- [DIRECTIONS] Leaving out every picture, copy the lines of the data exactly, from the first through the line containing "function label(font, color, halo, rows, align".

⟨

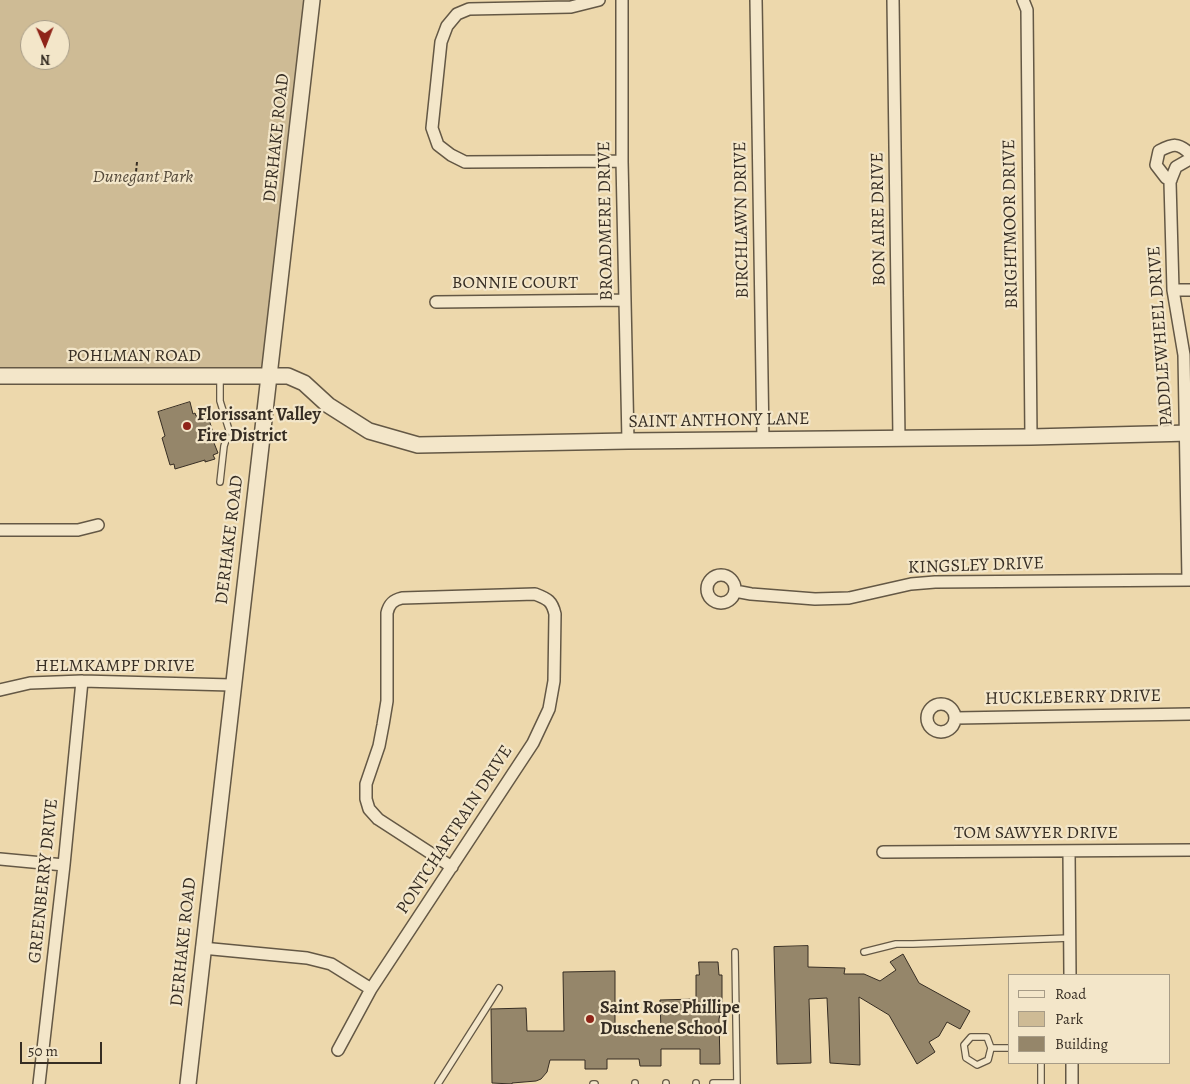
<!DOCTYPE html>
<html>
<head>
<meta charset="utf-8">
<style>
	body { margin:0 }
	#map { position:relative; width:1190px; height:1084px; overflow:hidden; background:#edd8ac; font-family:Alegreya,serif }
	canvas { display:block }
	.legend { position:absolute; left:1008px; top:974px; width:162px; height:90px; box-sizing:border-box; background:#f3e6c9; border:1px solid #a79c87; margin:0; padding:6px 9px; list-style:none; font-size:15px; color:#362d23 }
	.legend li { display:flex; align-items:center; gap:10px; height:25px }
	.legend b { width:25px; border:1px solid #a79c87 }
	.north { position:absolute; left:20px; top:20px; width:50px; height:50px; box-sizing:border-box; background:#f3e6c9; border:1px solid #a79c87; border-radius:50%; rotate:179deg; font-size:14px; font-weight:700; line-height:20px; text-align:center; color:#362d23 }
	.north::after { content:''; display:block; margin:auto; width:18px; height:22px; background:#8f2418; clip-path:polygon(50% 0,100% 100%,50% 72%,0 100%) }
	.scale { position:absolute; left:20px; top:1042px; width:82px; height:22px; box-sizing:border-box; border:2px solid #362d23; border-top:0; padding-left:6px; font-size:15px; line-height:18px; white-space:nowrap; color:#362d23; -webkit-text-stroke:4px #f3e6c9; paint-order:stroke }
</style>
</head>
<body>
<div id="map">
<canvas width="1190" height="1084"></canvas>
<ul class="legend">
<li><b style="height:6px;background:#f3e6c9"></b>Road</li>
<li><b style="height:14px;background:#cebb95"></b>Park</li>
<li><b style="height:14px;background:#95866a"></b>Building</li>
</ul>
<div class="north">N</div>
<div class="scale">50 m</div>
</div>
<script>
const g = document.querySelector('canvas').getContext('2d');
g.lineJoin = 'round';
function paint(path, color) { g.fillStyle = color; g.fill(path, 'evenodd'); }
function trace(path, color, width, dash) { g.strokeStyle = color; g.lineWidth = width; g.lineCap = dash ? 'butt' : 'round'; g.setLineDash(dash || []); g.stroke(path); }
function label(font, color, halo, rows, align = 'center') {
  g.font = font + ' Alegreya,serif'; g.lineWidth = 4.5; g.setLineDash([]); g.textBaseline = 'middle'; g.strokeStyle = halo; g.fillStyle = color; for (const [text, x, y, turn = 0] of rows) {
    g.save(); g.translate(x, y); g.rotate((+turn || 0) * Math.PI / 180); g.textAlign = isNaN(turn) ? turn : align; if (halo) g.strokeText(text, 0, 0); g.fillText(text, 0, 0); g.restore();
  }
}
paint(new Path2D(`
	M0,0H305L263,366L259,369L0,370ZM30,30H60V60H30Z`), '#cebb95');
const building = new Path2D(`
	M190,402L193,414L195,413L196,416L207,413L216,442L214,443L218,453L213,455L215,459L205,462V460L175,469L174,464L170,465L162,438L165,436L158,412Z
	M808,946V967L845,968L844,974H864L880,981L896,970L890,962L903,954L919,983L970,1011L960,1029L947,1022L939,1036L929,1042L935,1052L917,1064L889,1015L859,997L860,1065L830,1063L827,998L809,999L811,1063L777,1064L774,947Z
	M699,962H718L719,975H722V1015H720L719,1019L720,1064H700V1049H661V1066H640L639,1059H607V1069H585V1060H550L547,1072L541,1079L536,1081L512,1083V1084L492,1083L491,1009L526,1008L527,1031H564L563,972L615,971V1031L661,1030L660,1000L696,999V975H699Z`);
paint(building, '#95866a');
trace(building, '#362d23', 1);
const service = new Path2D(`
	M220,376V401L229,430L234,436L259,440
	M220,482L224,446L226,440L234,436
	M735,952L737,1084
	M864,952L896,944H913L1070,938
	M971,1037H987L991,1048L988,1060L977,1065L966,1058L964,1045Z
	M991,1048H1009
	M635,1083V1084
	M666,1083V1084
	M713,1083H737
	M438,1084L499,988
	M593,1084H595
	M696,1084V1083
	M1041,1084V1063`);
const minor = new Path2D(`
	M599,0L571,7L469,9L457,14L447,26L441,42L432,128L438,145L451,155L465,162L622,161
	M622,0V161L628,441
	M756,0L763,440
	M893,0L899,438
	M1023,0L1027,10L1031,437
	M1171,180L1166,178L1156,165L1159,151C1173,144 1178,142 1190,154
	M1173,290H1190
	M436,302L624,300
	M0,530H78L98,525
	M707 589a14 14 0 1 1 28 0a14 14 0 1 1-28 0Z
	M1188,580L1184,355L1173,290L1170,182L1176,167L1190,159
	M735,591L751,594L815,599L849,598L911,584L935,582L1190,580
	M0,690L30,683L82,681L231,685
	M927 718a14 14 0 1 1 28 0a14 14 0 1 1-28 0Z
	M956,718L1190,714
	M883,852L1190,850
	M1069,852L1070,975
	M0,859L64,865
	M202,948L307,958L331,964L371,989
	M338,1050L371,989L533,743L549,709L554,681L555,614C552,601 548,599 535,594L402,598C393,600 389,604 387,613V701L383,725L379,746L366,784V799L369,809L378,819L452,867
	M1072,1063V1084
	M39,1084L64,865L82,681`);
const tertiary = new Path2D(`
	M0,376H288L304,383L328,405L369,431L418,445L628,441L1031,437L1190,433
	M188,1084C226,722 271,361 312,0`);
trace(service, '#645845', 8);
trace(minor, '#645845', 14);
trace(tertiary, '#645845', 18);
trace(new Path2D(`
	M136,172L137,162`), '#362d23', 2, [4, 2.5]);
trace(service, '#f3e6c9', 5.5);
trace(minor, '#f3e6c9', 11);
trace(tertiary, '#f3e6c9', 15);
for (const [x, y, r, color] of [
	[187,426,5,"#8f2418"],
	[590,1019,5,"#8f2418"]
]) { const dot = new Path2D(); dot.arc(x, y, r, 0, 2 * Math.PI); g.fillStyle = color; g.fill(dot); trace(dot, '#f3e6c9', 2); }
label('18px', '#362d23', '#f3e6c9', [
	["DERHAKE ROAD",277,138,-84],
	["BON AIRE DRIVE",879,219,-91],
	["BIRCHLAWN DRIVE",742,220,-91],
	["BROADMERE DRIVE",606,221,-91],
	["BRIGHTMOOR DRIVE",1011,224,-91],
	["BONNIE COURT",515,284],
	["PADDLEWHEEL DRIVE",1161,336,-94],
	["POHLMAN ROAD",134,357],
	["SAINT ANTHONY LANE",719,421,-1],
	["DERHAKE ROAD",230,540,-83],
	["KINGSLEY DRIVE",976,566,-2],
	["HELMKAMPF DRIVE",115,667],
	["HUCKLEBERRY DRIVE",1073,698,-1],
	["PONTCHARTRAIN DRIVE",455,830,-57],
	["TOM SAWYER DRIVE",1036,834],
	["GREENBERRY DRIVE",44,881,-84],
	["DERHAKE ROAD",184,942,-84]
]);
label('italic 18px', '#54493a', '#f3e6c9', [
	["Dunegant Park",143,178]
]);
label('bold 18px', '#362d23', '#f3e6c9', [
	["Florissant Valley",197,416],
	["Fire District",197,437],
	["Saint Rose Phillipe",600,1009],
	["Duschene School",600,1030]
], 'left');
</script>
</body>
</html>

⟩

- [THE ANSWER]
<!DOCTYPE html>
<html>
<head>
<meta charset="utf-8">
<style>
	body { margin:0 }
	#map { position:relative; width:1190px; height:1084px; overflow:hidden; background:#edd8ac; font-family:Alegreya,serif }
	canvas { display:block }
	.legend { position:absolute; left:1008px; top:974px; width:162px; height:90px; box-sizing:border-box; background:#f3e6c9; border:1px solid #a79c87; margin:0; padding:6px 9px; list-style:none; font-size:15px; color:#362d23 }
	.legend li { display:flex; align-items:center; gap:10px; height:25px }
	.legend b { width:25px; border:1px solid #a79c87 }
	.north { position:absolute; left:20px; top:20px; width:50px; height:50px; box-sizing:border-box; background:#f3e6c9; border:1px solid #a79c87; border-radius:50%; rotate:179deg; font-size:14px; font-weight:700; line-height:20px; text-align:center; color:#362d23 }
	.north::after { content:''; display:block; margin:auto; width:18px; height:22px; background:#8f2418; clip-path:polygon(50% 0,100% 100%,50% 72%,0 100%) }
	.scale { position:absolute; left:20px; top:1042px; width:82px; height:22px; box-sizing:border-box; border:2px solid #362d23; border-top:0; padding-left:6px; font-size:15px; line-height:18px; white-space:nowrap; color:#362d23; -webkit-text-stroke:4px #f3e6c9; paint-order:stroke }
</style>
</head>
<body>
<div id="map">
<canvas width="1190" height="1084"></canvas>
<ul class="legend">
<li><b style="height:6px;background:#f3e6c9"></b>Road</li>
<li><b style="height:14px;background:#cebb95"></b>Park</li>
<li><b style="height:14px;background:#95866a"></b>Building</li>
</ul>
<div class="north">N</div>
<div class="scale">50 m</div>
</div>
<script>
const g = document.querySelector('canvas').getContext('2d');
g.lineJoin = 'round';
function paint(path, color) { g.fillStyle = color; g.fill(path, 'evenodd'); }
function trace(path, color, width, dash) { g.strokeStyle = color; g.lineWidth = width; g.lineCap = dash ? 'butt' : 'round'; g.setLineDash(dash || []); g.stroke(path); }
function label(font, color, halo, rows, align = 'center') {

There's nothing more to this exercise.